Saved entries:

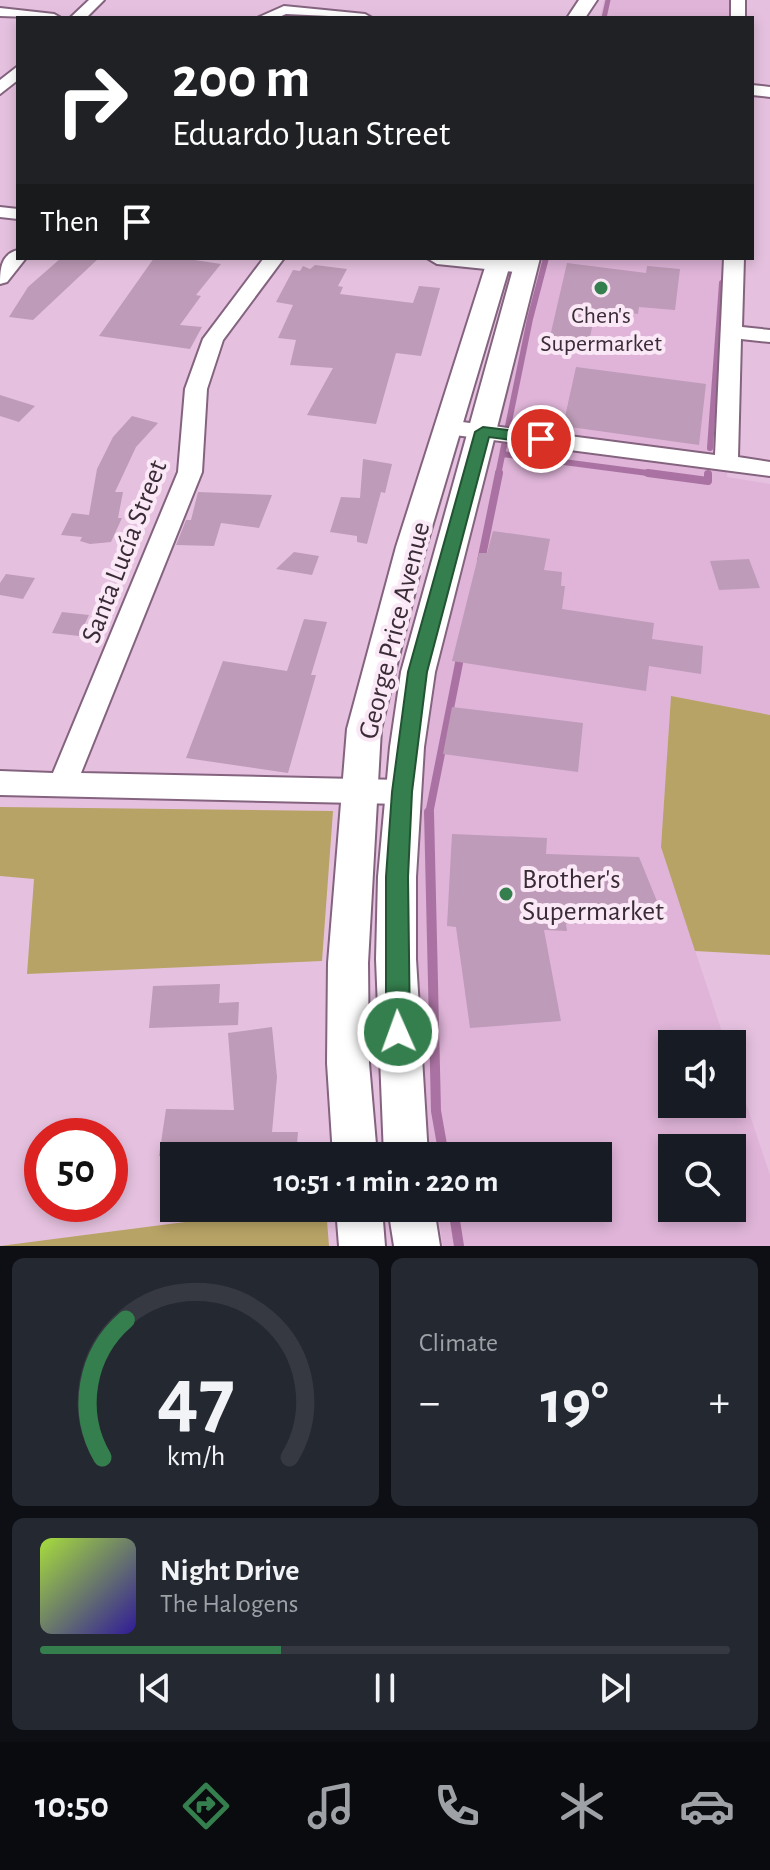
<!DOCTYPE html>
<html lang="en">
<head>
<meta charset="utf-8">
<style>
  :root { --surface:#171b24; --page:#242831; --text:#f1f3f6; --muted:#9ea1a6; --line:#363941; --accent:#347f4d }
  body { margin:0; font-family:"Alegreya Sans",sans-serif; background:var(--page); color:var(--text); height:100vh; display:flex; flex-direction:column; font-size:30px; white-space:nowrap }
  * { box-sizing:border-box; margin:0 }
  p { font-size:26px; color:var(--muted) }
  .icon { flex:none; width:44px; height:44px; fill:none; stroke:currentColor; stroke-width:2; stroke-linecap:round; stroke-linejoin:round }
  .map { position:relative; height:1246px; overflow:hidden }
  .drawer { display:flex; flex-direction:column; gap:12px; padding:12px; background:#0d0f14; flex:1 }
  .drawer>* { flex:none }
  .top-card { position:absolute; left:16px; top:16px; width:738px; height:244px; border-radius:0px; box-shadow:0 4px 12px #0003; background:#202124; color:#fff; overflow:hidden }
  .fabs { position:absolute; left:658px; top:1030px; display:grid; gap:16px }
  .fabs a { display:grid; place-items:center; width:88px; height:88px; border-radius:0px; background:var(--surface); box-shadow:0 4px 12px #0003; font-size:40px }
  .speed { position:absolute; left:24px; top:1118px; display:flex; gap:16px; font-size:40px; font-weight:700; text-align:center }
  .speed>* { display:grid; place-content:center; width:104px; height:104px; border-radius:50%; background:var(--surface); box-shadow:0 4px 12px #0003; line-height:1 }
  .speed .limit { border:12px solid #d22; background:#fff; color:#111 }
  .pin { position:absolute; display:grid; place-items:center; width:68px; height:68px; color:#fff; margin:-34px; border:4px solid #fff; border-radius:50%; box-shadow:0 2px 8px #0007 }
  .me { position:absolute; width:88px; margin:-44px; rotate:358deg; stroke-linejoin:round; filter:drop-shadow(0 0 6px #0008) }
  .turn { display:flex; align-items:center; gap:28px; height:168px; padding:0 24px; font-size:36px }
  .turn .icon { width:104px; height:104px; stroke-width:2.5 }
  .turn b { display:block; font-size:56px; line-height:68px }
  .then { display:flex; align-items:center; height:76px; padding:0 24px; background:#0003; gap:16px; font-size:30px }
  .big { font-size:60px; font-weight:600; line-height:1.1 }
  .drawer .card { flex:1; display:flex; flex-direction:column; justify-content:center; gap:12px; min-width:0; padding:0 28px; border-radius:12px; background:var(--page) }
  .drawer .dial { align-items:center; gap:0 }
  .dial svg { height:208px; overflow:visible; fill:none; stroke:var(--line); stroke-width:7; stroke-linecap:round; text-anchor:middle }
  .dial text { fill:var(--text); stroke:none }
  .song { display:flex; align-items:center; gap:24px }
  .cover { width:96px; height:96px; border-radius:12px; background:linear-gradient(135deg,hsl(80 70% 55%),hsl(250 70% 35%)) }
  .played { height:8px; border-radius:4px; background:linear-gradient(90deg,var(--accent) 35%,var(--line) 35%) }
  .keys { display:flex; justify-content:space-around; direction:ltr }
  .heat { display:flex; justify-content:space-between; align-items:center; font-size:44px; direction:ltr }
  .drawer .tiles { flex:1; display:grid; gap:12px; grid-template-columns:1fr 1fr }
  .card:last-child { grid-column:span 2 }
  .trip { position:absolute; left:160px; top:1142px; width:452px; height:80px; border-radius:0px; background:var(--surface); box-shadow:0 4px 12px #0003; font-weight:600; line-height:80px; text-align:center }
  .menu { display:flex; height:128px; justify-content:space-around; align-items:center; background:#090b0e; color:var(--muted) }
  .menu .icon { width:56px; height:56px }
  .menu .selected { color:var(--accent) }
  .menu b { font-size:36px; color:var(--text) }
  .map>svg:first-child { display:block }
</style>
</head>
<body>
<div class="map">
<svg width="770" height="1246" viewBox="0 0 770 1246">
  <rect width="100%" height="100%" fill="#e5c1df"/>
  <!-- built -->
  <path fill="#dfb4d8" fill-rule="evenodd" d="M604,0H738V18H600Z
    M539,258H735L727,477L770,484V715L671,697L661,847L726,1044H672V1104H732V1061L770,1175V1246H443L437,1208H598V1156H429L410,930L417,805L430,706L449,614ZM672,1148H732V1208H672Z"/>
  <!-- green -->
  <path fill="#b7a365" d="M671,696L770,715V955L695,951L661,847Z
    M0,807L333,811L322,961L27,974L34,879L0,876Z
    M292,1208H326L329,1246H0Z"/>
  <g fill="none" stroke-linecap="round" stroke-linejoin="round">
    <!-- stream-far3 -->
    <path stroke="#aa72a2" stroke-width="5" d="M604,18L608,0"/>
    <!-- stream-far2 -->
    <path stroke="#aa72a2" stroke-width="6" d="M710,448L722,283
      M503,454L663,475
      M498,475L530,319L546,258"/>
    <!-- stream-far1 -->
    <path stroke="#aa72a2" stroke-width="8" d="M648,473L708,481V474
      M481,561L499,473
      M429,814L461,653"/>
    <!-- stream -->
    <path stroke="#aa72a2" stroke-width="10" d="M429,812L436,1111L444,1156
      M453,1208L459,1246"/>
  </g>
  <!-- building -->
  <path fill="#be9bb8" d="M61,258H99L33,320L9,317L28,287Z
    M154,258H182L221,264L196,295L201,296L180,325L202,327L190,349L99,336Z
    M567,263L646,273L647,266L680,269L675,310L639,307L638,314L596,309L588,346L549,341Z
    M315,265L347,269L338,286L343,287L340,294L413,303L419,286L440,288L421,356L396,353L376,424L307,415L333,368L290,365L296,340L278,338L293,305L276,302L293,270L300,271L303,266L310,269Z
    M576,367L706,384L699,445L563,426Z
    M0,395L35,406L19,422L0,416Z
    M132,416L158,423L136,447L115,492H123L118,518H122L111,542L90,544L80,541L82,537L61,535L72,513L89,515L97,469L113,437Z
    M363,459L392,464L385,493L381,492L367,544L357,542V536L330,532L341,497L360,498Z
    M198,492L272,495L259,528L221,523L214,546L176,545L186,520H191Z
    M493,531L550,539L544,570L562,572L561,586H565L562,609L654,623L652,639L703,646L701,674L649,666L646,691L452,661L479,553H487Z
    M294,552L319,556L312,575L276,569Z
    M749,559L760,588L719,590L710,561Z
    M6,574L35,578L23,599L0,595V583Z
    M62,612L89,615L79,636L52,633Z
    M304,619L327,622L311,675H316L288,773L186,758L223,661L287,671Z
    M452,707L583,723L578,772L443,754Z
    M452,834L547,838L546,854L639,857L665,921L566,924L567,931L544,930L561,1021L470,1028L456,927L447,926Z
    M220,984L219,1003L239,1002L238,1025L149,1028L153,986Z
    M272,1027L277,1077L272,1132H298L296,1156H159L166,1109L234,1110L228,1033Z"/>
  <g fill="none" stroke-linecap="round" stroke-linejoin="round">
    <defs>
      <path id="minor" d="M89,0H104L86,18H70Z
        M731,0H745V18H731Z
        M284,6L365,14L372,18L286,14L277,18H257Z
        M0,8L54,14L61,18L0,16Z
        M18,66V80L0,94V80Z
        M752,85L770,87V97L752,95Z
        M0,207L18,209V219L0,217Z
        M18,250V258H26L7,282L0,284C0,269 1,254 18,250Z
        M264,258H284L223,340L207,389L202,472L81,773L402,780L412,784L417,792L412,800L402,804L0,795V771L53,773L178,472L185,389L203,339Z
        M427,258C450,258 520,252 535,267L525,273L437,264Z
        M724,258H744L742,327L770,330V342L741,339L738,457L770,462V476L447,434L439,432L436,427L439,422L447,420L715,455Z"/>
      <path id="major" d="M579,0H597L585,18H567Z
        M488,258H512L426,547L381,729L368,963L369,1063L377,1156H333L327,1063L328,963L347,729L396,547Z
        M516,258H540L435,672L424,747L416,877V959L428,1156H384L376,959L378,877L390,747L401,672Z
        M336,1208H382L385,1246H339Z
        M388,1208H434L440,1246H394Z"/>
    </defs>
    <!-- minor casing -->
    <use href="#minor" stroke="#84637f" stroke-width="4"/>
    <!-- major casing -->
    <use href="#major" stroke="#84637f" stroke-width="4"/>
    <!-- minor -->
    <use href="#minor" fill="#fff" fill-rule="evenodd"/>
    <!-- major -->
    <use href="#major" fill="#fff" fill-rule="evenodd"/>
  </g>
  <!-- route -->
  <path fill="#347f4d" stroke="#225332" stroke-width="2" d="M483,427L541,434L549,439L541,444L489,437L427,672L412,792L408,877L410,1032L407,1040L398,1043L390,1040L386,1032V877L392,792L408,672L475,432Z"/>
  <!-- markers -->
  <g fill="#347f4d" stroke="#fbe8f7" stroke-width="3">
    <circle cx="601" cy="288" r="8"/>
    <circle cx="506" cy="894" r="8"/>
  </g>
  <g text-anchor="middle" stroke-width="8" stroke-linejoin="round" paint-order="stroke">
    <!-- far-poi labels -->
    <g font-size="24" fill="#3a2c37" stroke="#fbe8f7">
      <text x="601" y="323">Chen's<tspan x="601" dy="28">Supermarket</tspan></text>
    </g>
    <!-- street labels -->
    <g font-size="28" fill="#3a2c37" stroke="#fbe8f7">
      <text transform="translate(123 551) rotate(-69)" y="10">Santa Lucía Street</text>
      <text transform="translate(393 630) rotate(-76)" y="10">George Price Avenue</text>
    </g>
    <!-- poi labels -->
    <g font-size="28" fill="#3a2c37" stroke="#fbe8f7" text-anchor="start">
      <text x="522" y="888">Brother's<tspan x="522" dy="32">Supermarket</tspan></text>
    </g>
  </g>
</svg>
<div class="fabs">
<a><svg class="icon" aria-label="sound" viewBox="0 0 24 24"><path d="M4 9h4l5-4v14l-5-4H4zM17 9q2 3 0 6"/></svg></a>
<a><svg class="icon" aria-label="search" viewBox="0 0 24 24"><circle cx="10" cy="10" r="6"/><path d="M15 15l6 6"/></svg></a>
</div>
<div class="speed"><div class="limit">50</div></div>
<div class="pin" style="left:541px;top:439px;background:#d93025"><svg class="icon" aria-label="arrive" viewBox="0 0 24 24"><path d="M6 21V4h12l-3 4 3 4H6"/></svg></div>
<svg class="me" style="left:398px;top:1032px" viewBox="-20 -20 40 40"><circle r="17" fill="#347f4d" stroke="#fff" stroke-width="3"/><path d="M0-11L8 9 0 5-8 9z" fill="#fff"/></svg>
<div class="trip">10:51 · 1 min · 220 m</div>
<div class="top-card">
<div class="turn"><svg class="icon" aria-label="right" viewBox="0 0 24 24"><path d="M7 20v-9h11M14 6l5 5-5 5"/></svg><div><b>200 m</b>Eduardo Juan Street</div></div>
<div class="then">Then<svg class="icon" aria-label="arrive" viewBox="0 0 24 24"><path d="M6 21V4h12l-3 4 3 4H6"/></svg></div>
</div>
</div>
<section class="drawer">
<div class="tiles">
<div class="card dial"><svg viewBox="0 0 100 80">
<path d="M14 69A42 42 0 1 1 86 69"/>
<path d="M14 69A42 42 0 0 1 23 16" stroke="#347f4d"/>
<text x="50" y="56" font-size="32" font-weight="700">47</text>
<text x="50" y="72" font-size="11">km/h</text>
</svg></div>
<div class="card"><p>Climate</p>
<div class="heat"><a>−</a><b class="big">19°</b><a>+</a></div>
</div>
<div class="card">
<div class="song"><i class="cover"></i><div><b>Night Drive</b><p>The Halogens</p></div></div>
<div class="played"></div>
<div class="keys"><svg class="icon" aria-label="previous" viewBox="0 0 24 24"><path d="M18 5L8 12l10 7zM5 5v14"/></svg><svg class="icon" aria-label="pause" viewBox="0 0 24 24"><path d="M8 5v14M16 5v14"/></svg><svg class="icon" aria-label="next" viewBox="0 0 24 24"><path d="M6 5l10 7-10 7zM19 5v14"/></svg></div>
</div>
</div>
</section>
<nav class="menu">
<b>10:50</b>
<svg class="icon selected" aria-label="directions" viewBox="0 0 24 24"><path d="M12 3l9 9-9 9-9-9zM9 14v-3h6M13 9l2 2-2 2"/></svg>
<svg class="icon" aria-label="music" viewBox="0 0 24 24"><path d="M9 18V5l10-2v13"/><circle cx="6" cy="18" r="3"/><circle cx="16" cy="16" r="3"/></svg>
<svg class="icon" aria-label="phone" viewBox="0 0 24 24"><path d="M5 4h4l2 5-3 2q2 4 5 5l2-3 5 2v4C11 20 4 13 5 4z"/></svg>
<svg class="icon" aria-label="climate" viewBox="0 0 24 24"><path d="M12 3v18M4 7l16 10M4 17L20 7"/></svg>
<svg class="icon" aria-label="car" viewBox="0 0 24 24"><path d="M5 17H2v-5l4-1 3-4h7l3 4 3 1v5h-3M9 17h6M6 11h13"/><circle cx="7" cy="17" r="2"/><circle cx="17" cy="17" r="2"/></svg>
</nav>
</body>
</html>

Requirement: Instructions for the copy: start at the first entry, stop after the line containing "--surface:#171b24; --page:#242831; --text:#f1f3f6;", keep every line exact, and drop the pictures.

Output below:
<!DOCTYPE html>
<html lang="en">
<head>
<meta charset="utf-8">
<style>
  :root { --surface:#171b24; --page:#242831; --text:#f1f3f6; --muted:#9ea1a6; --line:#363941; --accent:#347f4d }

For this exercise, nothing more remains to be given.